▸ **Task requirements**: Set down the data below from its first line to the line holding "Localize all labels, symbols", inclusive; omit all pictures.

▸ **Information given**:
= Beginning of Section =

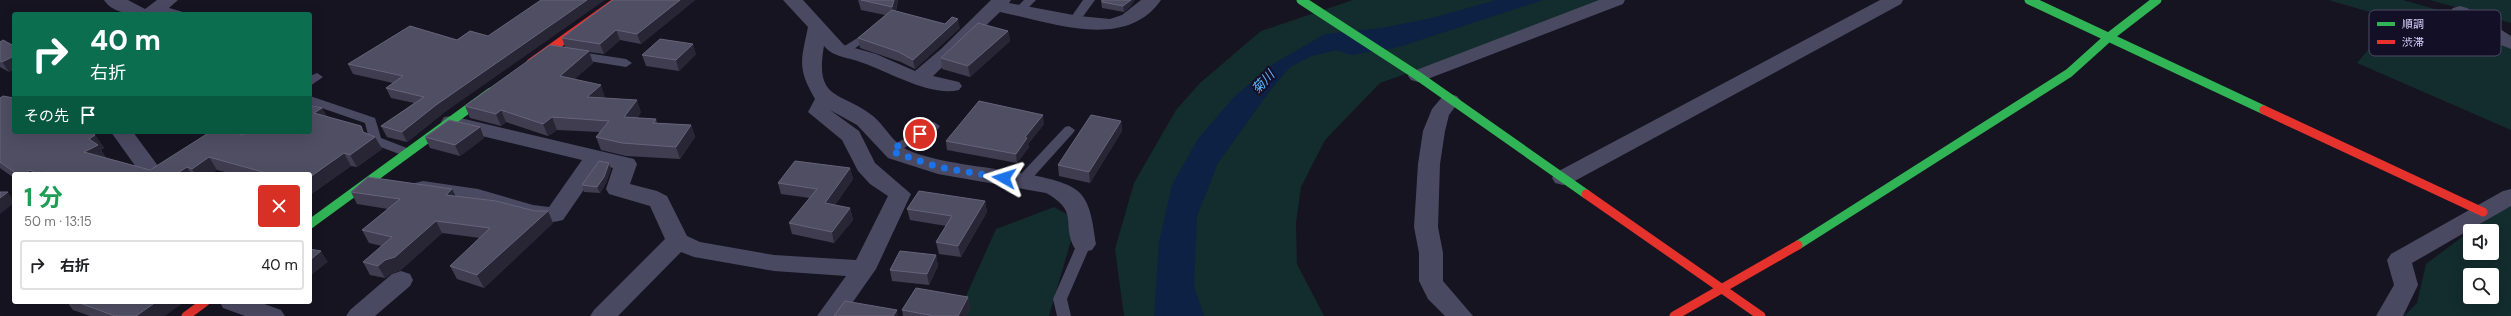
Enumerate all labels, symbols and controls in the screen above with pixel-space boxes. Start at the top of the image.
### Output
legend [2369,10,2501,56]
text: 順調 [2402,17,2424,31]
text: 40 m [90,22,161,59]
icon: right [24,28,76,80]
text: 渋滞 [2402,35,2424,49]
text: 右折 [90,61,126,85]
water label: 菊川 [1248,65,1279,97]
icon: arrive [77,104,99,126]
text: その先 [24,106,69,126]
pin [903,117,937,151]
icon: arrive [909,123,931,145]
position arrow [983,157,1025,199]
text: 1 分 [24,182,62,213]
button: close [258,185,300,227]
text: 50 m · 13:15 [24,213,92,230]
map controls [2463,224,2499,304]
button: sound [2463,224,2499,260]
icon: right [26,254,48,276]
text: 40 m [261,255,298,275]
text: 右折 [60,256,90,276]
button: search [2463,268,2499,304]

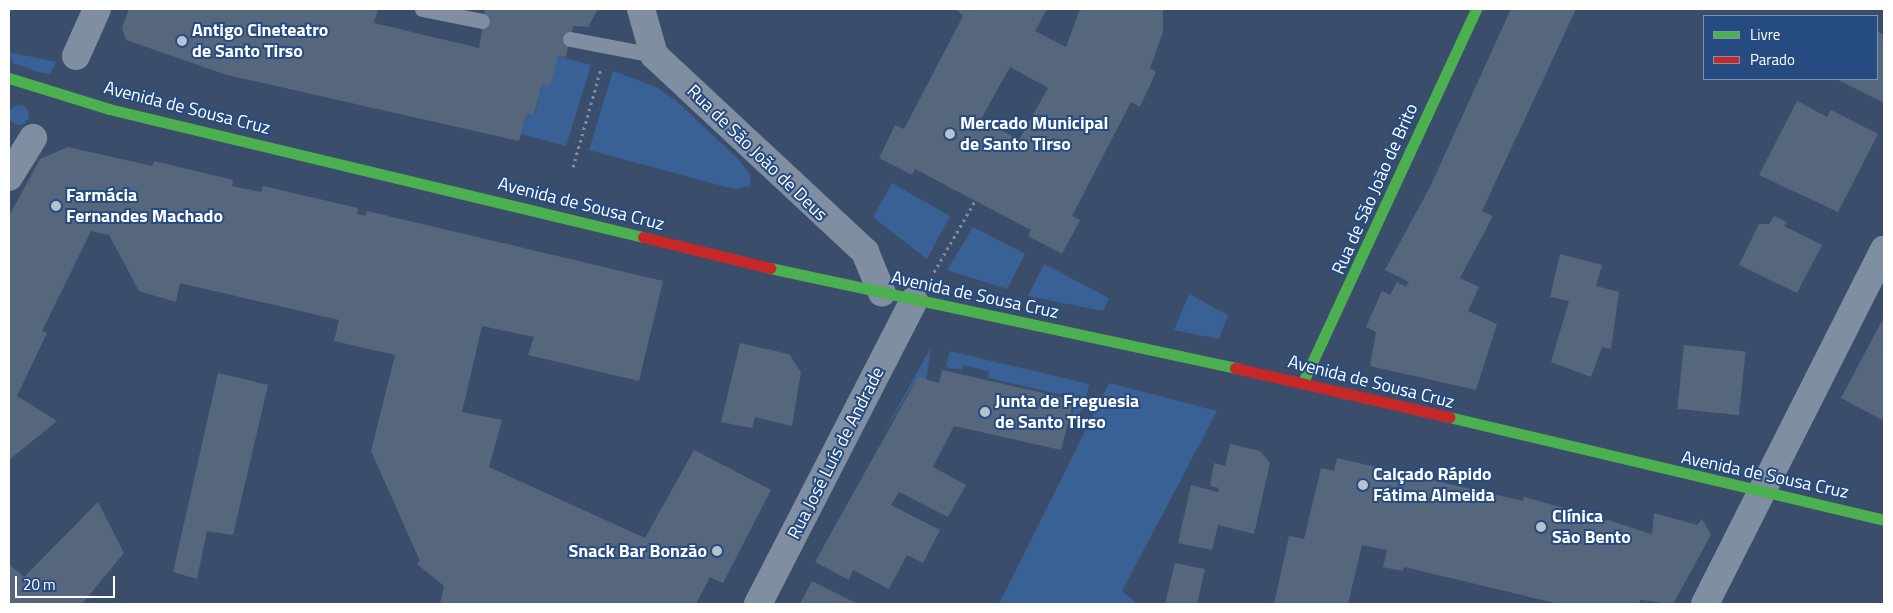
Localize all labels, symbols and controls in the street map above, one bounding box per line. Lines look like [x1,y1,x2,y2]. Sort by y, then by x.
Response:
legend [1703,15,1878,80]
place label: Antigo Cineteatro de Santo Tirso [192,20,328,62]
text: Livre [1750,23,1780,46]
marker: Antigo Cineteatro de Santo Tirso [176,35,188,47]
text: Parado [1750,48,1795,71]
street label: Avenida de Sousa Cruz [102,77,272,139]
street label: Rua de São João de Deus [682,80,832,226]
street label: Rua de São João de Brito [1327,100,1423,278]
place label: Mercado Municipal de Santo Tirso [960,113,1108,156]
marker: Mercado Municipal de Santo Tirso [944,128,956,140]
street label: Avenida de Sousa Cruz [496,173,666,235]
place label: Farmácia Fernandes Machado [66,185,223,228]
marker: Farmácia Fernandes Machado [50,200,62,212]
street label: Avenida de Sousa Cruz [889,267,1061,323]
street label: Avenida de Sousa Cruz [1286,351,1456,413]
street label: Rua José Luís de Andrade [783,363,889,543]
place label: Junta de Freguesia de Santo Tirso [995,391,1139,434]
marker: Junta de Freguesia de Santo Tirso [979,406,991,418]
street label: Avenida de Sousa Cruz [1679,447,1851,503]
place label: Calçado Rápido Fátima Almeida [1373,464,1495,506]
marker: Calçado Rápido Fátima Almeida [1357,479,1369,491]
place label: Clínica São Bento [1552,506,1631,548]
marker: Clínica São Bento [1534,520,1548,534]
place label: Snack Bar Bonzão [569,540,707,562]
marker: Snack Bar Bonzão [711,545,723,557]
scale bar [18,566,118,598]
text: 20 m [23,573,56,596]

= End of Section =

▸ **Reply**:
Enumerate all labels, symbols and controls in the screen above with pixel-space boxes. Start at the top of the image.
### Output
legend [2369,10,2501,56]
text: 順調 [2402,17,2424,31]
text: 40 m [90,22,161,59]
icon: right [24,28,76,80]
text: 渋滞 [2402,35,2424,49]
text: 右折 [90,61,126,85]
water label: 菊川 [1248,65,1279,97]
icon: arrive [77,104,99,126]
text: その先 [24,106,69,126]
pin [903,117,937,151]
icon: arrive [909,123,931,145]
position arrow [983,157,1025,199]
text: 1 分 [24,182,62,213]
button: close [258,185,300,227]
text: 50 m · 13:15 [24,213,92,230]
map controls [2463,224,2499,304]
button: sound [2463,224,2499,260]
icon: right [26,254,48,276]
text: 40 m [261,255,298,275]
text: 右折 [60,256,90,276]
button: search [2463,268,2499,304]

Localize all labels, symbols and controls in the street map above, one bounding box per line. Lines look like [x1,y1,x2,y2]. Sort by y, then by x.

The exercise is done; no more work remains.